Getting two or three out of four with blank spaces in between is a good thing (this may include configurations that are not consecutive)
Stopping the opponent from getting three in a row is a good thing

There are many more possibilities -- and lots of ways to tweak the weighting of different factors when evaluating board positions.

To judge your tournamentEvaluate method, we will run a tournament of the Players that people submit for this extra credit.
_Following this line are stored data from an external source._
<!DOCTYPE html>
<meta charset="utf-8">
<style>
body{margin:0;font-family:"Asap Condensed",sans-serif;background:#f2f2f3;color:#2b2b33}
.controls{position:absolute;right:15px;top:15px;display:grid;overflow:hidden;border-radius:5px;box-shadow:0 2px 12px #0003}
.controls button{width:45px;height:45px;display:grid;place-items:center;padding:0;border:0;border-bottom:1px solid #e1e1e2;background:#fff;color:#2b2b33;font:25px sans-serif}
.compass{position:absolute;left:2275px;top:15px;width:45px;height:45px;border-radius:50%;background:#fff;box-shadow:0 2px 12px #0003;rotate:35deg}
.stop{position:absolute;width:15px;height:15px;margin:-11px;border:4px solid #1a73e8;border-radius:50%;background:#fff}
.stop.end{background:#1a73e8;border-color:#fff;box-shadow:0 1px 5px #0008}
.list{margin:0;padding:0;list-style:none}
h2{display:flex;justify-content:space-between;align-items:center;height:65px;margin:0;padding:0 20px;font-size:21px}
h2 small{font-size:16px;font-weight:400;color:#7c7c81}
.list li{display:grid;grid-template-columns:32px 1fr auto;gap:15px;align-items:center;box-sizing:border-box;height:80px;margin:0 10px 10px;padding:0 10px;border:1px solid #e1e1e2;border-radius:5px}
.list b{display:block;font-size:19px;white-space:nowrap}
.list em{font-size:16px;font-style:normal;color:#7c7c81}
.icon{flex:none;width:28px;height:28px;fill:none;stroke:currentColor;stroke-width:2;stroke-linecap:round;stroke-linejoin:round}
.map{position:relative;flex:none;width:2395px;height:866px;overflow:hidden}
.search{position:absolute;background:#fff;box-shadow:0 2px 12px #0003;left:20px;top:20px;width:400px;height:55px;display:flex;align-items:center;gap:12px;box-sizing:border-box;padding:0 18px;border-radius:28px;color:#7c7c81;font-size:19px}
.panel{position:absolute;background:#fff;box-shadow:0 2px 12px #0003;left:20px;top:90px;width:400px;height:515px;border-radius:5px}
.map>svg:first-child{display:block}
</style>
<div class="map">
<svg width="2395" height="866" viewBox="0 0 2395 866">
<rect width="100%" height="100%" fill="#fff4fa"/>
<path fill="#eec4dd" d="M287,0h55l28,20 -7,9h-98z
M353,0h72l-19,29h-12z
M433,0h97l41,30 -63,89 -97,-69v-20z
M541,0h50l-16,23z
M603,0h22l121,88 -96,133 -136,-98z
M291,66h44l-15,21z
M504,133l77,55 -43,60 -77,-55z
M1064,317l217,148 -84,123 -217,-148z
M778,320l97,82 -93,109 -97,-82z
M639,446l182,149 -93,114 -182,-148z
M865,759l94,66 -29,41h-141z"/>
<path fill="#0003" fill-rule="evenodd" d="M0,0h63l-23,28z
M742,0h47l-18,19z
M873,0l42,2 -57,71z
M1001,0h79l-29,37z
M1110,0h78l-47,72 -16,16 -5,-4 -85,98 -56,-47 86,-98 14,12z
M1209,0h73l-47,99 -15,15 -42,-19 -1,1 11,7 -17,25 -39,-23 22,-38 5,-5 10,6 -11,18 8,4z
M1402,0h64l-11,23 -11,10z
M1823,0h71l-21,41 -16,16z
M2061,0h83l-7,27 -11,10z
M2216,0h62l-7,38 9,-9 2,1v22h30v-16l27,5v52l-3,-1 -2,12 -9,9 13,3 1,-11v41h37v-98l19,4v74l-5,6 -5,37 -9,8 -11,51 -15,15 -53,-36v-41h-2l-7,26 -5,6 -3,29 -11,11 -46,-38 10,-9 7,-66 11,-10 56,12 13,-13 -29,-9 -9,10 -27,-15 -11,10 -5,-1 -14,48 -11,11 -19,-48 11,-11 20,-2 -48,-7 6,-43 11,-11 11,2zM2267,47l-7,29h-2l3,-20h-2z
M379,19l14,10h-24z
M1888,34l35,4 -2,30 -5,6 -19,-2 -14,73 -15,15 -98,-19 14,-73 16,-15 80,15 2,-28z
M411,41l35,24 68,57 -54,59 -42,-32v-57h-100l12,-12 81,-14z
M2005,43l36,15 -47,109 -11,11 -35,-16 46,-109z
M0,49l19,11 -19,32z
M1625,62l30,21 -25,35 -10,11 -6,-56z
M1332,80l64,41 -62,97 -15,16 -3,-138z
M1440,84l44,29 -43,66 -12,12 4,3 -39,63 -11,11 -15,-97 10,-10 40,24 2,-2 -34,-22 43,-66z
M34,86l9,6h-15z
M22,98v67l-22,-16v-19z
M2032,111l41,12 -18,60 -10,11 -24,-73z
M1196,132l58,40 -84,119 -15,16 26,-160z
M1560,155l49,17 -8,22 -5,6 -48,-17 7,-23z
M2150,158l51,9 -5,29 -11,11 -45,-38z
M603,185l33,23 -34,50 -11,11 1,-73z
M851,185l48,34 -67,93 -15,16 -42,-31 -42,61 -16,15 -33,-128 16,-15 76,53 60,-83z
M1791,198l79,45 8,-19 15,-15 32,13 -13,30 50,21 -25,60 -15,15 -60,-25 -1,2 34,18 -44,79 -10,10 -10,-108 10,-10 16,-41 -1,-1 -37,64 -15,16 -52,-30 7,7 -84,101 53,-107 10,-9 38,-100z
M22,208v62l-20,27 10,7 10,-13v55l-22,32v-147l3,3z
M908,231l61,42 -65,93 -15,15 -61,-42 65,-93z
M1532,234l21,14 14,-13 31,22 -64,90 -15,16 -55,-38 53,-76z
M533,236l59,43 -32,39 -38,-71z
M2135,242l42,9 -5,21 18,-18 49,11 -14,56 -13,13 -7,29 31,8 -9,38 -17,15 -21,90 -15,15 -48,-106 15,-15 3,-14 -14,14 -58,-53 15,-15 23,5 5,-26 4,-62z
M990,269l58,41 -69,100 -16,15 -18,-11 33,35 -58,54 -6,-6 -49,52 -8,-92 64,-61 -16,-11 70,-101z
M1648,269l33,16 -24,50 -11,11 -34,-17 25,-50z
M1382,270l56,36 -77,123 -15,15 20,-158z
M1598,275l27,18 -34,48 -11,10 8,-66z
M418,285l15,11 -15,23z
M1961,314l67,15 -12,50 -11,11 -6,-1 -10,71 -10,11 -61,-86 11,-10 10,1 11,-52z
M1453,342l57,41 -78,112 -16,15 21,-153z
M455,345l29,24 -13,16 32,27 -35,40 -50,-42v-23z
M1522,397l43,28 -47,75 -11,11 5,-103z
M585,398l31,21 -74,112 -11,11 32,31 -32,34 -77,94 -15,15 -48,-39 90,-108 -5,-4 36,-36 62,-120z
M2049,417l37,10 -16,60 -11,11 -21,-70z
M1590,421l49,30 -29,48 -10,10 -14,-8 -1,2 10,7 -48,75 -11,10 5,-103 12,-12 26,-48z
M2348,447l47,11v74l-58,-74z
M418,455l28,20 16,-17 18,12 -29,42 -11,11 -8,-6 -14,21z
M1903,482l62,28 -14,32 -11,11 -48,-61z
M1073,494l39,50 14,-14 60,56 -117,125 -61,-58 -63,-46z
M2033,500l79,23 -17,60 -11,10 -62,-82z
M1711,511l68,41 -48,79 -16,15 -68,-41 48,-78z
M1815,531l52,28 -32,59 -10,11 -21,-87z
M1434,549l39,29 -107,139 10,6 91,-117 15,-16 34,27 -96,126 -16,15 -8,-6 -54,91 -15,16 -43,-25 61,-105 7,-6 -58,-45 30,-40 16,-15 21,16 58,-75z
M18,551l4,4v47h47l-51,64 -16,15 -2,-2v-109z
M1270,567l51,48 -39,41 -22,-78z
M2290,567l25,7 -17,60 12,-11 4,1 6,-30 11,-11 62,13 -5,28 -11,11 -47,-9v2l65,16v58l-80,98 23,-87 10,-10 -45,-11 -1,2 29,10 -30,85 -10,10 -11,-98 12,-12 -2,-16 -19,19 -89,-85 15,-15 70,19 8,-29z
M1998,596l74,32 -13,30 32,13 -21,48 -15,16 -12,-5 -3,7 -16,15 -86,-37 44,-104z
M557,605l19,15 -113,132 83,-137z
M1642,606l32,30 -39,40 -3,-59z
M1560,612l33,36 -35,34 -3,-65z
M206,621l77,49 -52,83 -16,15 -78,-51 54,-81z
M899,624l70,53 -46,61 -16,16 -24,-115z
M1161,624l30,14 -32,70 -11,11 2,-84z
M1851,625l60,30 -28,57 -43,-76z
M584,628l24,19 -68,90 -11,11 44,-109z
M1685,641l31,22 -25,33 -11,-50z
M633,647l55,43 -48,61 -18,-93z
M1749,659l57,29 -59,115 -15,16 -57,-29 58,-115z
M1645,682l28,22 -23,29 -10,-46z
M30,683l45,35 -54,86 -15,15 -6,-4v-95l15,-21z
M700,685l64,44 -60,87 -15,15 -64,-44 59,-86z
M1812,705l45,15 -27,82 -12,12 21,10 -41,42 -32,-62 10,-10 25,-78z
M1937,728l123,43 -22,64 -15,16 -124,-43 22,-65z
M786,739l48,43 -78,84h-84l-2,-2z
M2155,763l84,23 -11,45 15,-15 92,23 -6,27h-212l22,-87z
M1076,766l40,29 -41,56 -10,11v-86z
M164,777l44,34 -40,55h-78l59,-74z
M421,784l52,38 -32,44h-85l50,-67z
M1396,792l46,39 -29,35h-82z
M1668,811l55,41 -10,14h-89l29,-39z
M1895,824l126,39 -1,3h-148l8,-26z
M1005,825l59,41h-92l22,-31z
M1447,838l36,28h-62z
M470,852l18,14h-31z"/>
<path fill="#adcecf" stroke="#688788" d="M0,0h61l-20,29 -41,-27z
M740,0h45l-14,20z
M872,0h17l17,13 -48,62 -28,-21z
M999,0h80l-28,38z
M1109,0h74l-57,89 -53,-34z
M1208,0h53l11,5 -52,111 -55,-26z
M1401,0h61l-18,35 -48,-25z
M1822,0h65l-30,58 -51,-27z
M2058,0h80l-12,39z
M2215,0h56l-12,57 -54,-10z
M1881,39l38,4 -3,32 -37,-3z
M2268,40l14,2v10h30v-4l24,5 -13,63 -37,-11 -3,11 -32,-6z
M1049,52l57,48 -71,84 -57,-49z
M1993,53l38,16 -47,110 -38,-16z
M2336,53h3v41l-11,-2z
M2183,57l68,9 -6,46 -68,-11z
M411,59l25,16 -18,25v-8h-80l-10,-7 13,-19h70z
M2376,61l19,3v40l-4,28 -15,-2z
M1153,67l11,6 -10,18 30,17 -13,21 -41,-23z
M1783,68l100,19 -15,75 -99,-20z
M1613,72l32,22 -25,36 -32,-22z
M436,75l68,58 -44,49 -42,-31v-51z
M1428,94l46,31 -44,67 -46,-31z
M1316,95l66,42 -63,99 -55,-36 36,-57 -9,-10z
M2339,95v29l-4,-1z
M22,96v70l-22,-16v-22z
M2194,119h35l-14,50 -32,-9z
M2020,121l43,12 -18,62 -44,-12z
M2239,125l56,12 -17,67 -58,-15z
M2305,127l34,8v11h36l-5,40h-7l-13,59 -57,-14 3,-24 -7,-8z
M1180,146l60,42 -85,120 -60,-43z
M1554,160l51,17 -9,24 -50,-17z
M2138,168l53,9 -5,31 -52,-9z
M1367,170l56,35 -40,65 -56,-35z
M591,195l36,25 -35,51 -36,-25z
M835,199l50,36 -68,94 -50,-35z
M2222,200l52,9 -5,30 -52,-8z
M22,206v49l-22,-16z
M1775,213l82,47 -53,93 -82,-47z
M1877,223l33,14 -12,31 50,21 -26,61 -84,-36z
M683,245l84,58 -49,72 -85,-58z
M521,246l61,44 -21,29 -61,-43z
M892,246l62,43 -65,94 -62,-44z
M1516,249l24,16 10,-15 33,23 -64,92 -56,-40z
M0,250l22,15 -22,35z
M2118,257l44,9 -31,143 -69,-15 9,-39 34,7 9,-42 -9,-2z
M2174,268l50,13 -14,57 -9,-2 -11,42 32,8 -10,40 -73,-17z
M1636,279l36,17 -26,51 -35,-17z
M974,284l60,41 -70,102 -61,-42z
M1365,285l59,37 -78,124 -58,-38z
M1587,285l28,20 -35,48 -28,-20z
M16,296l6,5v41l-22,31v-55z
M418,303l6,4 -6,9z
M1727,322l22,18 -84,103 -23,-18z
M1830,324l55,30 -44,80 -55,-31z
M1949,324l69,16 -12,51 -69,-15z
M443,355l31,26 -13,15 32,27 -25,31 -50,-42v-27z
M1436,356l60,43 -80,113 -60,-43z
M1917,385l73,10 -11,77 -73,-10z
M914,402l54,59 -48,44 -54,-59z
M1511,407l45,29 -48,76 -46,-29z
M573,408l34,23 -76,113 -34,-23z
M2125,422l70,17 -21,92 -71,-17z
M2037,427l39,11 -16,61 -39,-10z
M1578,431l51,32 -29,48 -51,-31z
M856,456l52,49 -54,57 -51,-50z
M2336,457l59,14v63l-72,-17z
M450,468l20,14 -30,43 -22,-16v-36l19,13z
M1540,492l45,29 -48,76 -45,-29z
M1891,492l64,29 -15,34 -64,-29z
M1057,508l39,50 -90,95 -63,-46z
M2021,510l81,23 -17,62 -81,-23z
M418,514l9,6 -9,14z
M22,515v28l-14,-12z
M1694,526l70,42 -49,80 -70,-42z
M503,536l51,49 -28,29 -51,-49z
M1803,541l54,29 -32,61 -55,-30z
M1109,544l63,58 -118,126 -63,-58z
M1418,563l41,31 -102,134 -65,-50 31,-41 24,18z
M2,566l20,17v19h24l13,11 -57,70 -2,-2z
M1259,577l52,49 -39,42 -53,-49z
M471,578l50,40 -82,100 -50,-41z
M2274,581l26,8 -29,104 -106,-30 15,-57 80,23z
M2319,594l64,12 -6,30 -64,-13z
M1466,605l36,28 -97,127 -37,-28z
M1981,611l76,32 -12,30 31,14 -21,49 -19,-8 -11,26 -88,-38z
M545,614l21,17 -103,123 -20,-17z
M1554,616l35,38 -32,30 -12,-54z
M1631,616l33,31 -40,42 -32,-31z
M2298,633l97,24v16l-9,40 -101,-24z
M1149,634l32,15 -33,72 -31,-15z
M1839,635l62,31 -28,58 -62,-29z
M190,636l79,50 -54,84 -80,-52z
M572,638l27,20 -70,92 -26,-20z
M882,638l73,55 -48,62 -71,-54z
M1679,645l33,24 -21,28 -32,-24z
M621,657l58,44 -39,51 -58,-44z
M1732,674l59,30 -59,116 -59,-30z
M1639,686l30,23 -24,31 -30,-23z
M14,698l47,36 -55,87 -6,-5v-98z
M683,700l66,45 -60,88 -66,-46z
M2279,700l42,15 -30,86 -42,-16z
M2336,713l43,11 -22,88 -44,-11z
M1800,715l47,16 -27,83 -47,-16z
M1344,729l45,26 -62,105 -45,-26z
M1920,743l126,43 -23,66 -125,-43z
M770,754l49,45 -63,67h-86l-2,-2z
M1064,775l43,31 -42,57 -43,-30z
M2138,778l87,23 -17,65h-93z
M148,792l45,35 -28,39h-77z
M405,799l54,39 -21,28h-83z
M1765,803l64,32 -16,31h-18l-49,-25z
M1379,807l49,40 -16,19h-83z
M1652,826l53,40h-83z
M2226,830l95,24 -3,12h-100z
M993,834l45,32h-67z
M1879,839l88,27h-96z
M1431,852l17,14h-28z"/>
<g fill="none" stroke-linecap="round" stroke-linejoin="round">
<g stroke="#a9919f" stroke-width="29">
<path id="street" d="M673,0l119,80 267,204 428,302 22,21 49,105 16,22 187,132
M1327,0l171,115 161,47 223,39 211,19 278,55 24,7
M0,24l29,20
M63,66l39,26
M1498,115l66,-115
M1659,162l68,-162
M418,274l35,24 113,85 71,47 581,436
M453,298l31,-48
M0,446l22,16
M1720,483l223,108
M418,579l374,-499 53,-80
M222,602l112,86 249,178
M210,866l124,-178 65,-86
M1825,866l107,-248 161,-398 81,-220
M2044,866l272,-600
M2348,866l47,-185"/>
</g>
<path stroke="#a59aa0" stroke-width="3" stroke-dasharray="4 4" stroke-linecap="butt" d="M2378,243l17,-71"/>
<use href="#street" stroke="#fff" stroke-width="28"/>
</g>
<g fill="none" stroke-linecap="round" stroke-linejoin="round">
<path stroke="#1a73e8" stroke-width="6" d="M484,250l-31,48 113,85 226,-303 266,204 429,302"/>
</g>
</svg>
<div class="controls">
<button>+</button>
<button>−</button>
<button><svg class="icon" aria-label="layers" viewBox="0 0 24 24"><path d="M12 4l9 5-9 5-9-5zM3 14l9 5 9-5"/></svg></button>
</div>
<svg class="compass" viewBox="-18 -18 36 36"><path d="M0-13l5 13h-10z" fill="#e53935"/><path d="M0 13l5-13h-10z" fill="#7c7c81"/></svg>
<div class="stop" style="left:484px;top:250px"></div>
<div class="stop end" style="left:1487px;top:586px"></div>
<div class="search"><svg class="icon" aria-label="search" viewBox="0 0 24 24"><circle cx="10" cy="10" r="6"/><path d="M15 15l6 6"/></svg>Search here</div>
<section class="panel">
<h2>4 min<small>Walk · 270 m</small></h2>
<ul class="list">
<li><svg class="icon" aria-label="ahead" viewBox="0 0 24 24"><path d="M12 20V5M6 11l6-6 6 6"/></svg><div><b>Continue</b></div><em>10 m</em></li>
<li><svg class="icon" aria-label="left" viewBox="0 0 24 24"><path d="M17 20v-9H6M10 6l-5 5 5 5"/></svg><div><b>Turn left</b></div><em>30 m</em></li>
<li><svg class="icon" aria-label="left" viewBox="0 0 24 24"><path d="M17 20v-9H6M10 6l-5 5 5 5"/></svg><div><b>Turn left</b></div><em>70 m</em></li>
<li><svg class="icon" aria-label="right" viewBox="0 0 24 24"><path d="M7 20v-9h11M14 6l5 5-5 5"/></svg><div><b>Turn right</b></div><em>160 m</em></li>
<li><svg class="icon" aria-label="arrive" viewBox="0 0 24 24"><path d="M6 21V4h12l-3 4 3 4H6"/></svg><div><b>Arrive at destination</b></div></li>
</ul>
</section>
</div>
You will receive some credit (3 points), as long as your tournamentEvaluate method does at least as well as the simple evaluate method described in the Player class. Additional credit (up to 15-20 points) will be awarded according to how your Player does in the round-robin tournament that will be played against all the students who submit extra credit for this problem.

To submit extra credit, submit your Hw12Pr1 code including tournamentEvaluate and make sure you mention in the header of your file that you are turning in extra credit. Be sure to leave your code so that the basic, default behavior is to use the normal evaluate. We will set up a separate file with all of the tournament entries. Note: You'll still want to test your tournament evaluation function, even if you can't access it from main in the code you submit. Or, better yet, feel free to expand on the Player constructor, so you can specify which type of evaluation function to use (if you do this you can then duel two equal-ply players against themselves, one using the "smarter" evaluation function and the other using the default one).